The thrill of Empathy is its opacity, the way it creates tension between the unit of the long line and the digression the poem takes along that line. Here is the end of a stanza from the poem “Chinese Space”:

and enter the main courtyard, an open structure like a ruin. This is not remembering,
but thinking its presence around eccentric details such as a blue and white urn turned up to dry,
although certain brightnesses contain space, the way white slipcovered chairs with blue seams
contain it.

Printed on a wide enough page, the long lines here form a lineated poem’s typical staggered right edge, but the stanza also looks like a paragraph, due to the short last line. This lineation creates a smooth effect, and at the same time, the words send the reader off on different paths—the unexplained simile “like a ruin”; “thinking…around eccentric details”; how “although” and “the way” redirect the attention of the sentence. (Other classic Berssenbrugge markers include scare quotes and italicized conjunctions.) The tension between the momentum of the long line and the redirection of that momentum in Berssenbrugge’s diction makes it difficult to read Empathy for an extended period of time—one’s attention can easily wander, even when a poem purports to be “about” something, as in “Texas,” which begins “I used the table as a reference and just did things from there,” or “The Swan,” which begins “He calls it their stage, which echoes our first misrecognition of unity.” The poems’ texture often keeps a reader from being able to zoom out for a larger picture. But this is part of Empathy’s attraction—the complexity found even in small phrases. And when one does move through a few lines, the rewards are great, as when “The Swan” continues:

He calls it their stage, which echoes our first misrecognition of unity. Instances
of false unity he calls the imaginary, and he locates in them sites of her dreams,
out of which she is able to want him. The way stage lighting can be a story by itself, now
she makes time for a story, not coming from her or her coming from her story, but both from before,
seeing a flock of birds fly up from a frozen pond, while you stand in the wind, instead
of hearing wind about to arrive across a huge space, so that her train passes a lagoon
in Connecticut, and she sees swans swimming at the edge of ice piled against the shore, feminine swans.

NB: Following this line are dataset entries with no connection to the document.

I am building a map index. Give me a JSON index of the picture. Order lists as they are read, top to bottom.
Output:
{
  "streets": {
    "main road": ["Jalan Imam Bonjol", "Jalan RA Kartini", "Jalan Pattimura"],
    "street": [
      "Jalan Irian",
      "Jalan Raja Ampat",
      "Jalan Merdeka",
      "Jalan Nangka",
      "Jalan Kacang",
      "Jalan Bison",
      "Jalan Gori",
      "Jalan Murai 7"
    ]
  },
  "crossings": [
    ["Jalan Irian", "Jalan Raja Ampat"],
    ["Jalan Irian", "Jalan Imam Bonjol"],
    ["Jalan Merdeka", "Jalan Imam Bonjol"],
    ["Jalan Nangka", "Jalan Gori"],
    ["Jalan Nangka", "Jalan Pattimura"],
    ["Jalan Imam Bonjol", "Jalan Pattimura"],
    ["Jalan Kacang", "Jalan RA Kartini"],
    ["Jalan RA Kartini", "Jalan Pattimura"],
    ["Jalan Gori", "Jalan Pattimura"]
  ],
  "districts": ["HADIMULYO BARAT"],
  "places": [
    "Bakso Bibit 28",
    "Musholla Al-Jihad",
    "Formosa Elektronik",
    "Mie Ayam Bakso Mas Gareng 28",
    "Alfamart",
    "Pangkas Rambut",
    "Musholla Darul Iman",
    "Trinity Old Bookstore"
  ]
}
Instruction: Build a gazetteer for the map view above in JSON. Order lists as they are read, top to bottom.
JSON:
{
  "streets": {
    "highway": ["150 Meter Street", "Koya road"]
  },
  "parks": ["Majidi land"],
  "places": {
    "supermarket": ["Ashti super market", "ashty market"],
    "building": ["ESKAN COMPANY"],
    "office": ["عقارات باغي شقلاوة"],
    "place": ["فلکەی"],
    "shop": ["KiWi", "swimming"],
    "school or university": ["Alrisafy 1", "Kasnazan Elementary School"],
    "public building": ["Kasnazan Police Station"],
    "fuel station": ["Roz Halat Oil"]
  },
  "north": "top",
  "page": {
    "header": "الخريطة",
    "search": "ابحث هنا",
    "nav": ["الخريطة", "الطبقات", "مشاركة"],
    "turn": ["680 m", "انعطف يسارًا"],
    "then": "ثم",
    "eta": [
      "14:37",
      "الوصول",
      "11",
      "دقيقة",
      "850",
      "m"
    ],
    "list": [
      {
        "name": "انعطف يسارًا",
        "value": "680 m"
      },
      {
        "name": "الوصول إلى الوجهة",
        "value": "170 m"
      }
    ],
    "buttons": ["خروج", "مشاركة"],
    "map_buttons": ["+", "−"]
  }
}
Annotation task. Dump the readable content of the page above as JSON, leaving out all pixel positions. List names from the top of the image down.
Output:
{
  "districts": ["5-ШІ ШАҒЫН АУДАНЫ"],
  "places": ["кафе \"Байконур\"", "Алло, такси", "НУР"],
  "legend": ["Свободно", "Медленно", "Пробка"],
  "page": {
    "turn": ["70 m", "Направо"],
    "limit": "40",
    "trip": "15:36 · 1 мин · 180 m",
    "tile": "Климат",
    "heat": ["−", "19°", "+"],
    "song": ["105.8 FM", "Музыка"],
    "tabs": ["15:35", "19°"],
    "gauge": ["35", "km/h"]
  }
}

The pronouns here are unanchored, but we have the sense of a man and woman discussing the possibility of intimacy and its relationship to dreaming and the faculty of imagination. The conversation’s pivot to a sense-memory of a view from a train illustrates a different way intimacy and imagination might meet. Few volumes of poetry match Empathy’s tension between mysterious feeling and the confidence that some specific feeling has nevertheless played out.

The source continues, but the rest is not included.